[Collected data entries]
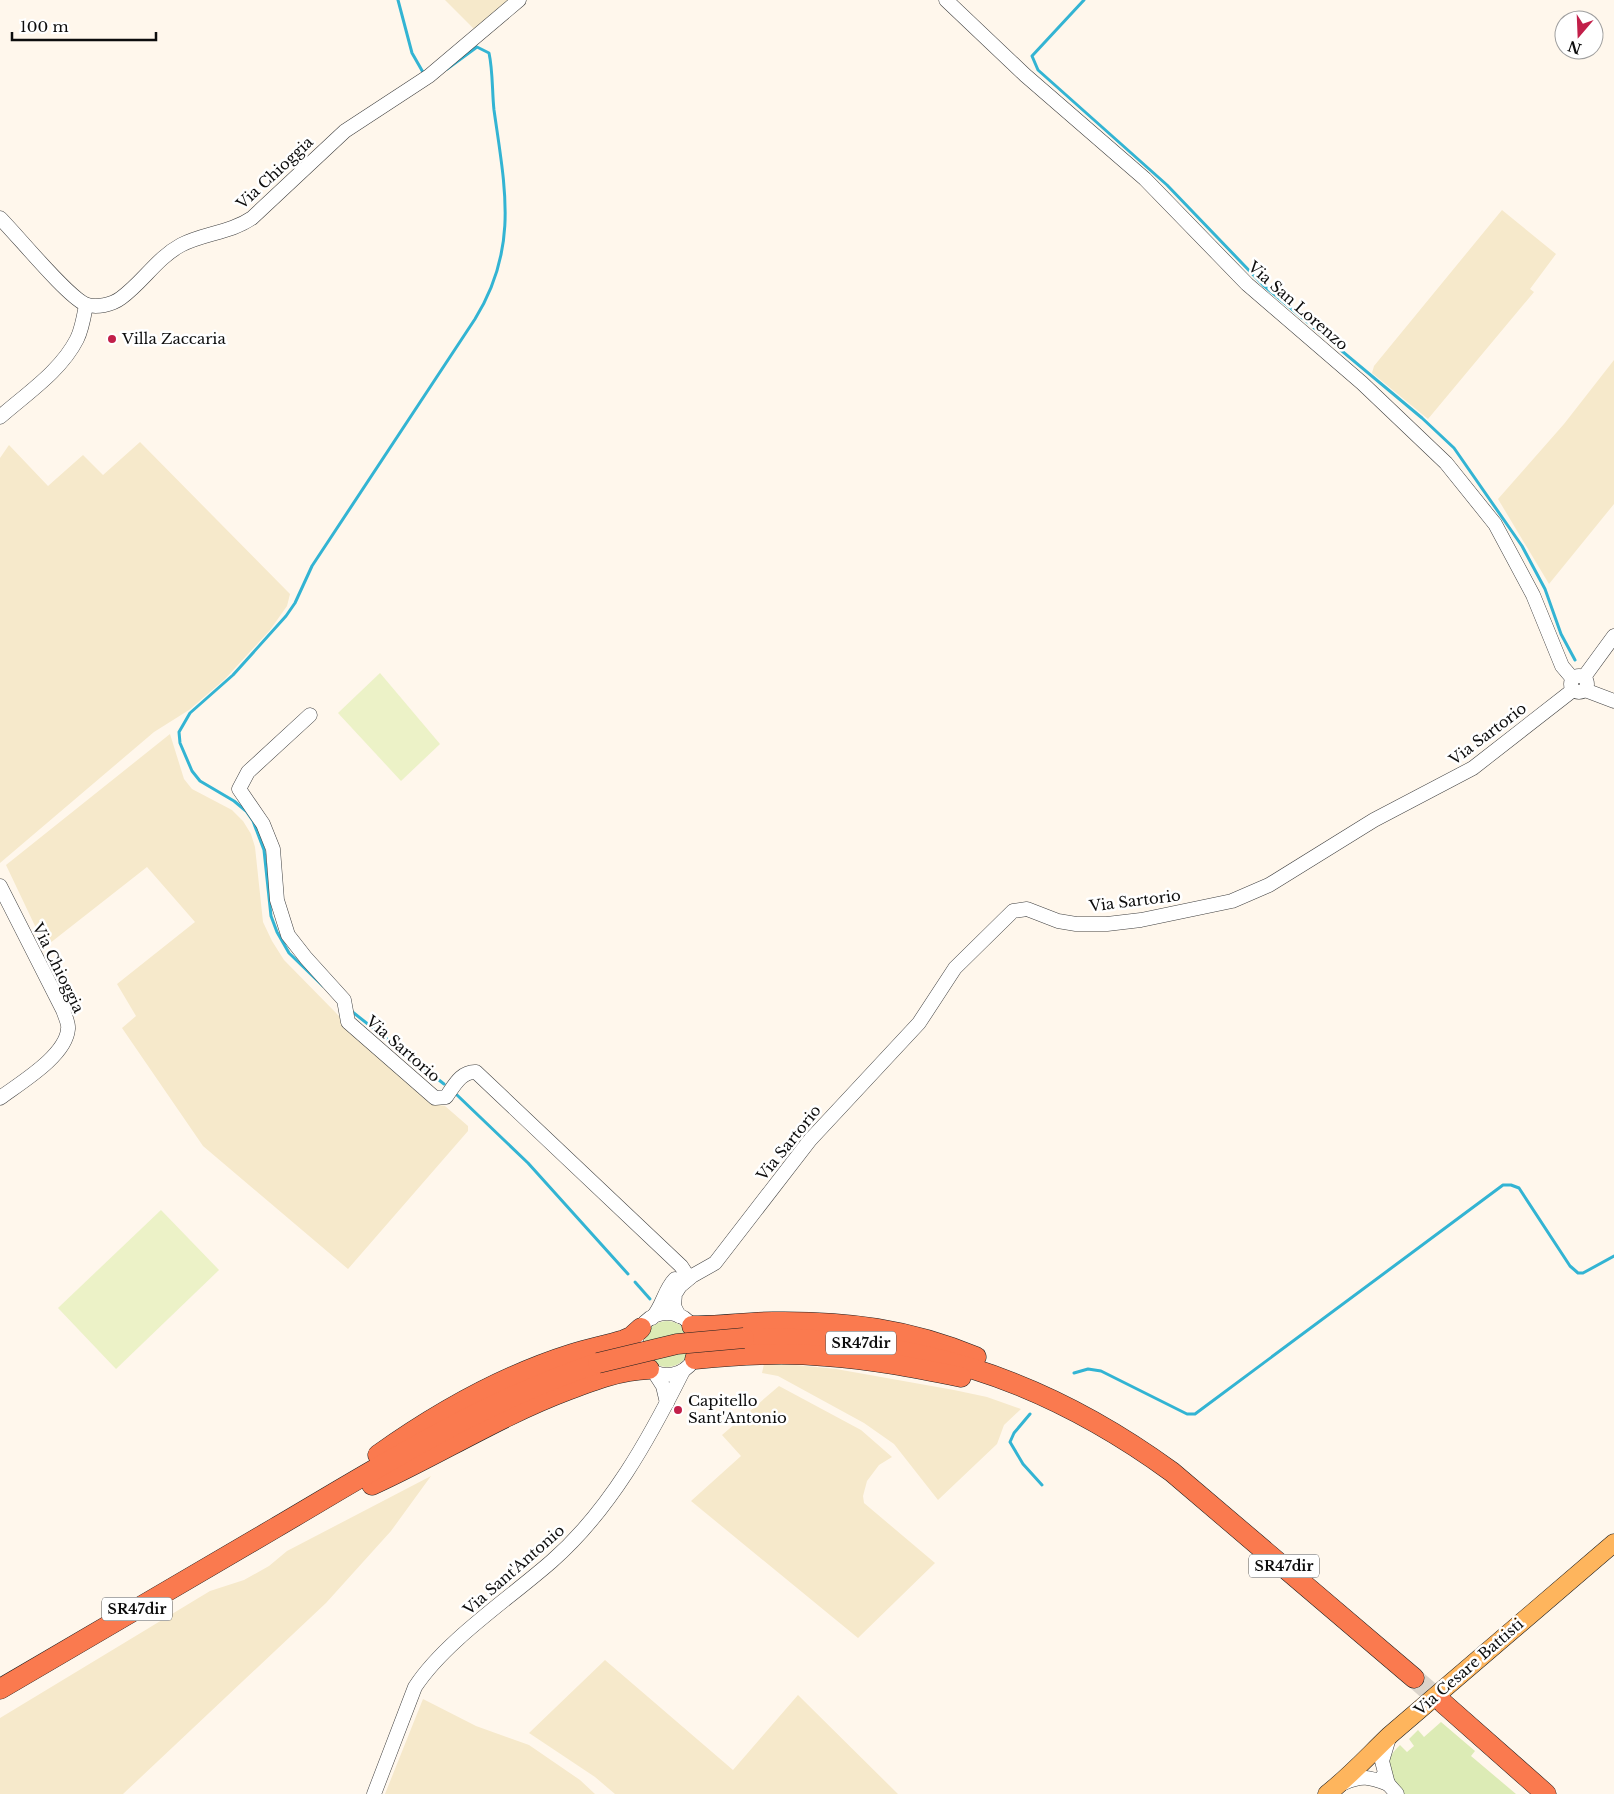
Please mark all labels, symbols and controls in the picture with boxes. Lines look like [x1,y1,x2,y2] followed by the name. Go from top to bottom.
[12,10,156,42] scale bar
[1554,10,1604,60] north arrow
[20,17,69,36] text: 100 m
[1566,37,1584,58] text: N
[232,132,317,214] street label: Via Chioggia
[1244,256,1352,354] street label: Via San Lorenzo
[121,329,226,348] place label: Villa Zaccaria
[106,333,118,345] marker: Villa Zaccaria
[1444,698,1530,769] street label: Via Sartorio
[1087,885,1182,916] street label: Via Sartorio
[28,919,89,1017] street label: Via Chioggia
[362,1011,444,1086] street label: Via Sartorio
[752,1101,825,1185] street label: Via Sartorio
[826,1332,896,1355] road number: SR47dir
[688,1391,787,1427] place label: Capitello Sant'Antonio
[672,1404,684,1416] marker: Capitello Sant'Antonio
[458,1520,568,1619] street label: Via Sant'Antonio
[1249,1554,1319,1578] road number: SR47dir
[102,1598,172,1620] road number: SR47dir
[1409,1614,1527,1720] street label: Via Cesare Battisti

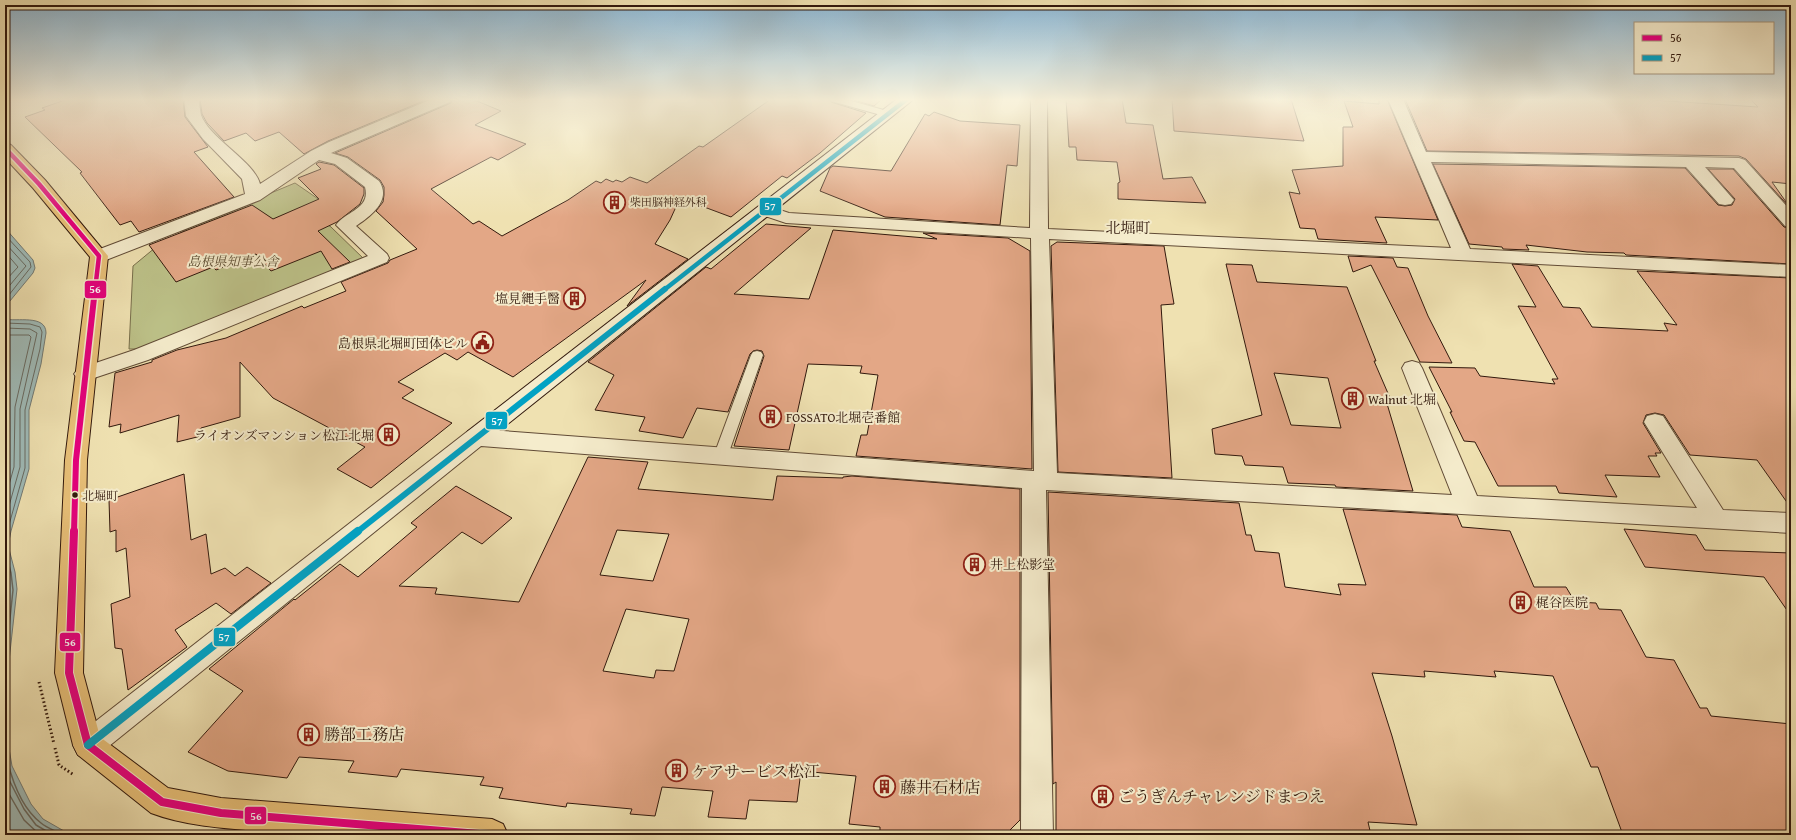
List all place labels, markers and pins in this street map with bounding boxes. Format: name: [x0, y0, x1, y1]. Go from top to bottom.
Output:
building icon: 柴田脳神経外科: [602, 189, 628, 215]
place label: 柴田脳神経外科: [630, 194, 707, 210]
building icon: 塩見縄手醫: [562, 285, 588, 311]
place label: 塩見縄手醫: [495, 289, 560, 308]
public building icon: 島根県北堀町団体ビル: [470, 330, 496, 356]
place label: 島根県北堀町団体ビル: [338, 334, 468, 353]
building icon: Walnut 北堀: [1340, 386, 1366, 412]
place label: Walnut 北堀: [1368, 390, 1436, 409]
building icon: FOSSATO北堀壱番館: [758, 404, 784, 430]
place label: FOSSATO北堀壱番館: [786, 408, 900, 427]
building icon: ライオンズマンション松江北堀: [376, 422, 402, 448]
place label: ライオンズマンション松江北堀: [194, 426, 374, 445]
place label: 北堀町: [82, 487, 118, 504]
marker: 北堀町: [70, 490, 80, 500]
building icon: 井上松影堂: [962, 551, 988, 577]
place label: 井上松影堂: [990, 555, 1055, 574]
building icon: 梶谷医院: [1508, 589, 1534, 615]
place label: 梶谷医院: [1536, 593, 1588, 612]
building icon: 勝部工務店: [296, 721, 322, 747]
place label: 勝部工務店: [324, 722, 404, 746]
building icon: ケアサービス松江: [663, 758, 689, 784]
place label: ケアサービス松江: [692, 759, 820, 783]
building icon: 藤井石材店: [871, 774, 897, 800]
place label: 藤井石材店: [900, 775, 980, 799]
building icon: ごうぎんチャレンジドまつえ: [1090, 783, 1116, 809]
place label: ごうぎんチャレンジドまつえ: [1118, 784, 1325, 808]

▶ [Action item] Apart from the pictures, every line above must be repeated exactly.

▶ [Task answer]
Please mark all labels, symbols and controls in the picture with boxes. Lines look like [x1,y1,x2,y2] followed by the name. Go from top to bottom.
[12,10,156,42] scale bar
[1554,10,1604,60] north arrow
[20,17,69,36] text: 100 m
[1566,37,1584,58] text: N
[232,132,317,214] street label: Via Chioggia
[1244,256,1352,354] street label: Via San Lorenzo
[121,329,226,348] place label: Villa Zaccaria
[106,333,118,345] marker: Villa Zaccaria
[1444,698,1530,769] street label: Via Sartorio
[1087,885,1182,916] street label: Via Sartorio
[28,919,89,1017] street label: Via Chioggia
[362,1011,444,1086] street label: Via Sartorio
[752,1101,825,1185] street label: Via Sartorio
[826,1332,896,1355] road number: SR47dir
[688,1391,787,1427] place label: Capitello Sant'Antonio
[672,1404,684,1416] marker: Capitello Sant'Antonio
[458,1520,568,1619] street label: Via Sant'Antonio
[1249,1554,1319,1578] road number: SR47dir
[102,1598,172,1620] road number: SR47dir
[1409,1614,1527,1720] street label: Via Cesare Battisti

List all place labels, markers and pins in this street map with bounding boxes. Format: name: [x0, y0, x1, y1]. Go from top to bottom.
Output:
building icon: 柴田脳神経外科: [602, 189, 628, 215]
place label: 柴田脳神経外科: [630, 194, 707, 210]
building icon: 塩見縄手醫: [562, 285, 588, 311]
place label: 塩見縄手醫: [495, 289, 560, 308]
public building icon: 島根県北堀町団体ビル: [470, 330, 496, 356]
place label: 島根県北堀町団体ビル: [338, 334, 468, 353]
building icon: Walnut 北堀: [1340, 386, 1366, 412]
place label: Walnut 北堀: [1368, 390, 1436, 409]
building icon: FOSSATO北堀壱番館: [758, 404, 784, 430]
place label: FOSSATO北堀壱番館: [786, 408, 900, 427]
building icon: ライオンズマンション松江北堀: [376, 422, 402, 448]
place label: ライオンズマンション松江北堀: [194, 426, 374, 445]
place label: 北堀町: [82, 487, 118, 504]
marker: 北堀町: [70, 490, 80, 500]
building icon: 井上松影堂: [962, 551, 988, 577]
place label: 井上松影堂: [990, 555, 1055, 574]
building icon: 梶谷医院: [1508, 589, 1534, 615]
place label: 梶谷医院: [1536, 593, 1588, 612]
building icon: 勝部工務店: [296, 721, 322, 747]
place label: 勝部工務店: [324, 722, 404, 746]
building icon: ケアサービス松江: [663, 758, 689, 784]
place label: ケアサービス松江: [692, 759, 820, 783]
building icon: 藤井石材店: [871, 774, 897, 800]
place label: 藤井石材店: [900, 775, 980, 799]
building icon: ごうぎんチャレンジドまつえ: [1090, 783, 1116, 809]
place label: ごうぎんチャレンジドまつえ: [1118, 784, 1325, 808]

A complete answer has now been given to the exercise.